Jonas, Please post photo of finished tree for display with the pot oiled and mossed. I’d really enjoy seeing it. The pot selected would have been my choice as well. Honest, I chose before reading what you chose.
I have been using walnut oil on pots as well, don’t remember where I found out it was suitable. Do you have any opinions about it as opposed to camila oil or mineral oil?
Awesome improvement from jan 2012 to current. The subtle(but definitive) movement made all the difference for me. Not so sure in 2012, but it is clear now! Tree looks great, but why remove that root in the front before the show? Was it crisscrossing or something of that nature? I find that fresh wound at the nebari sort of distracting.
I second wanting to see the tree all dressed up for the show!
Pot 7 mate looks the best to me
Jonas Dupuich says
@Patrick – thanks for the note. I removed the root as it emerged above a larger root. The idea is that removing it will make the roots and base of the trunk look larger. I’ll try to camouflage the spot when I finish prepping the tree. (I’ll make pics at the exhibit.)
@Mac – Different people use different oils on their pots and stands. I tend to avoid mineral oils and use the oil from squashed walnuts for pots. I don’t recall the best use for camelia, enoki and other natural oils. Ill post an update if I get better information about this.

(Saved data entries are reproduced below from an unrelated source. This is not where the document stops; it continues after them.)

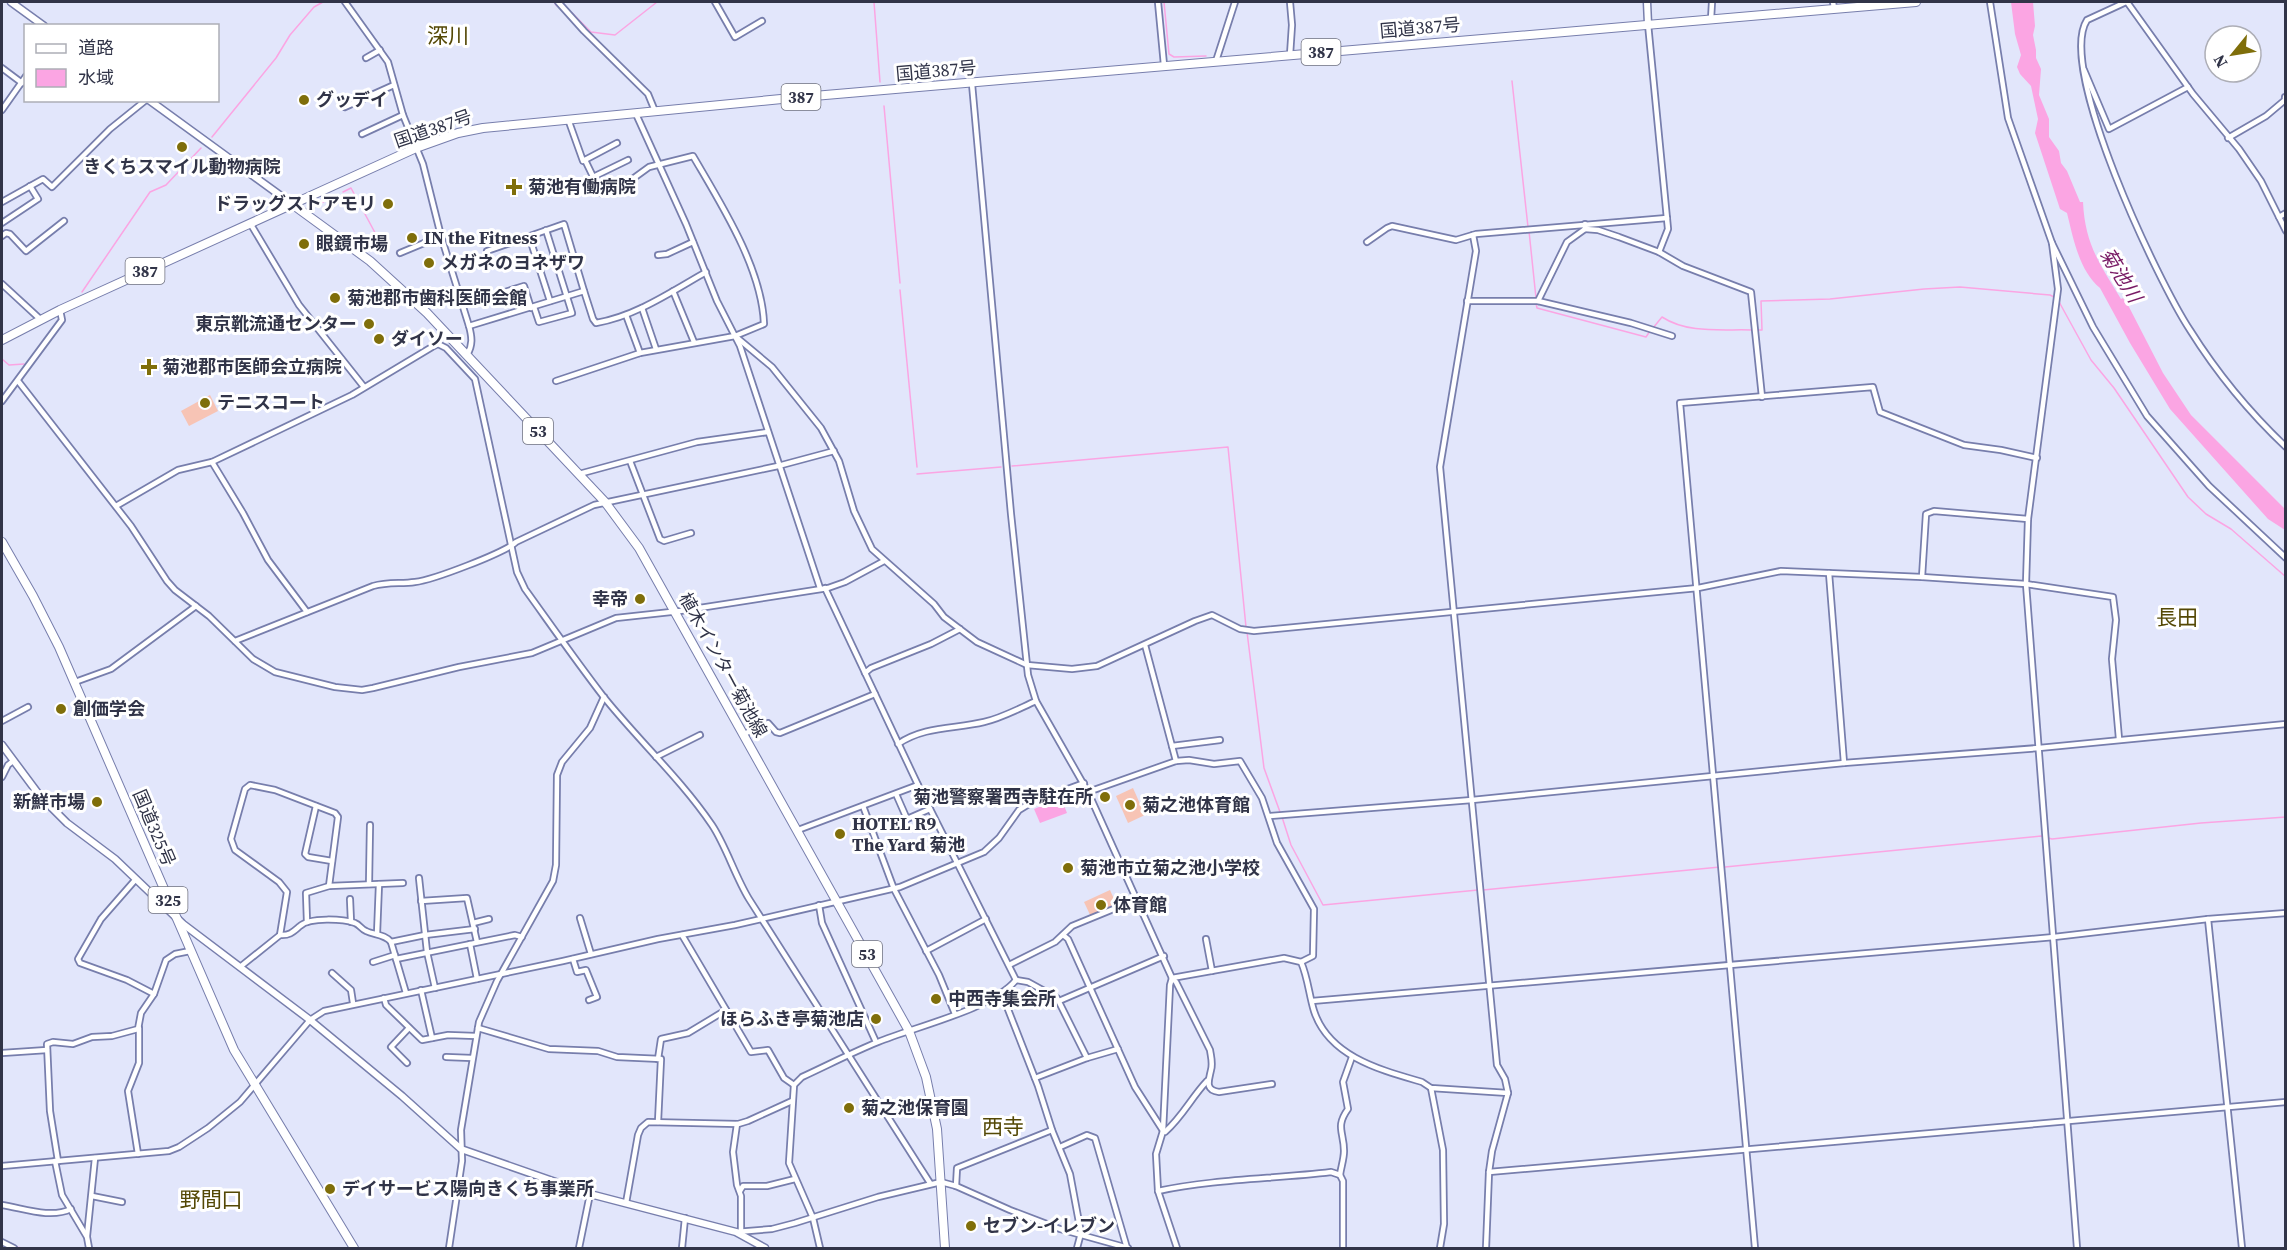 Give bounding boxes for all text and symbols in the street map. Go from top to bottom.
street label: 国道387号 [1379,12,1461,43]
district label: 深川 [427,21,469,50]
legend [24,24,219,102]
north arrow [2203,24,2263,84]
text: 道路 [78,35,114,60]
road number: 387 [1302,39,1340,65]
text: N [2207,51,2232,72]
street label: 国道387号 [895,55,977,86]
text: 水域 [78,65,114,90]
road number: 387 [782,84,820,110]
place label: グッデイ [316,87,388,112]
marker: グッデイ [297,93,311,107]
street label: 国道387号 [390,104,475,154]
marker: きくちスマイル動物病院 [175,140,189,154]
place label: きくちスマイル動物病院 [83,154,281,179]
place label: 菊池有働病院 [528,174,636,199]
marker: 菊池有働病院 [505,178,523,196]
place label: ドラッグストアモリ [214,191,376,216]
marker: ドラッグストアモリ [381,197,395,211]
place label: IN the Fitness [424,225,538,250]
place label: 眼鏡市場 [316,231,388,256]
marker: IN the Fitness [405,231,419,245]
marker: 眼鏡市場 [297,237,311,251]
water label: 菊池川 [2093,242,2150,310]
place label: メガネのヨネザワ [441,250,585,275]
marker: メガネのヨネザワ [422,256,436,270]
road number: 387 [126,258,164,284]
place label: 菊池郡市歯科医師会館 [347,285,527,310]
marker: 菊池郡市歯科医師会館 [328,291,342,305]
place label: 東京靴流通センター [195,311,357,336]
marker: 東京靴流通センター [362,317,376,331]
place label: ダイソー [391,326,463,351]
marker: ダイソー [372,332,386,346]
place label: 菊池郡市医師会立病院 [162,354,342,379]
marker: 菊池郡市医師会立病院 [140,358,158,376]
place label: テニスコート [217,390,325,415]
marker: テニスコート [198,396,212,410]
road number: 53 [523,418,553,444]
place label: 幸帝 [592,586,628,611]
street label: 植木インター菊池線 [673,588,774,742]
marker: 幸帝 [633,592,647,606]
district label: 長田 [2156,603,2198,632]
place label: 創価学会 [73,696,145,721]
marker: 創価学会 [54,702,68,716]
place label: 菊池警察署西寺駐在所 [913,784,1093,809]
street label: 国道325号 [127,786,182,870]
place label: 新鮮市場 [13,789,85,814]
marker: 菊池警察署西寺駐在所 [1098,790,1112,804]
place label: 菊之池体育館 [1142,792,1250,817]
marker: 新鮮市場 [90,795,104,809]
marker: 菊之池体育館 [1123,798,1137,812]
place label: HOTEL R9 The Yard 菊池 [852,811,965,857]
marker: HOTEL R9 The Yard 菊池 [833,827,847,841]
place label: 菊池市立菊之池小学校 [1080,855,1260,880]
marker: 菊池市立菊之池小学校 [1061,861,1075,875]
road number: 325 [148,887,188,913]
place label: 体育館 [1113,892,1167,917]
marker: 体育館 [1094,898,1108,912]
road number: 53 [852,941,882,967]
place label: 中西寺集会所 [948,986,1056,1011]
marker: 中西寺集会所 [929,992,943,1006]
place label: ほらふき亭菊池店 [720,1006,864,1031]
marker: ほらふき亭菊池店 [869,1012,883,1026]
place label: 菊之池保育園 [861,1095,969,1120]
marker: 菊之池保育園 [842,1101,856,1115]
district label: 西寺 [982,1112,1024,1141]
place label: デイサービス陽向きくち事業所 [342,1176,594,1201]
marker: デイサービス陽向きくち事業所 [323,1182,337,1196]
district label: 野間口 [180,1185,243,1214]
place label: セブン-イレブン [983,1213,1115,1238]
marker: セブン-イレブン [964,1219,978,1233]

@Graeme – very good question. I don’t always find it easy to get the foliage where I want it while showing off the branch structure at its best. In general, I think the silhouette here is a bit larger than I’d like it to be considering the size of the trunk, but I don’t have great branches to cut back to. I figured I’d show the tree as is, make some more cuts after the exhibit, and continue to aim towards making a more compact tree. Ideally I’d show more trunk and branch structure within a smaller overall silhouette. Thanks for asking about this!
Graeme Preston says
Training shohin black pine must feel like spinning plates sometimes. From the pictures above, it looks the the tree was repotted at a slightly different angle? I fee like I can see the junction of the main branch and the trunk better, which makes the foliage mass seem more connected the the tree. Visually I think the whole image is more integrated, and more powerful. Does that make sense? I also wish pot #8 was a little smaller, and maybe had slightly bigger feet. Thanks Jonas, good luck.
Jonas Dupuich says
Thanks Graeme – you noticed. Tilting and turning the tree just a bit can make a big difference. I think my favorite front is actually a bit to the right of where it is now, but it’s better than before. And yes, a slightly smaller pot 8 would be a good choice.
Nice job Jonas! This tree gets better Every time I see it. Marvellous work, the pot you picked makes sense!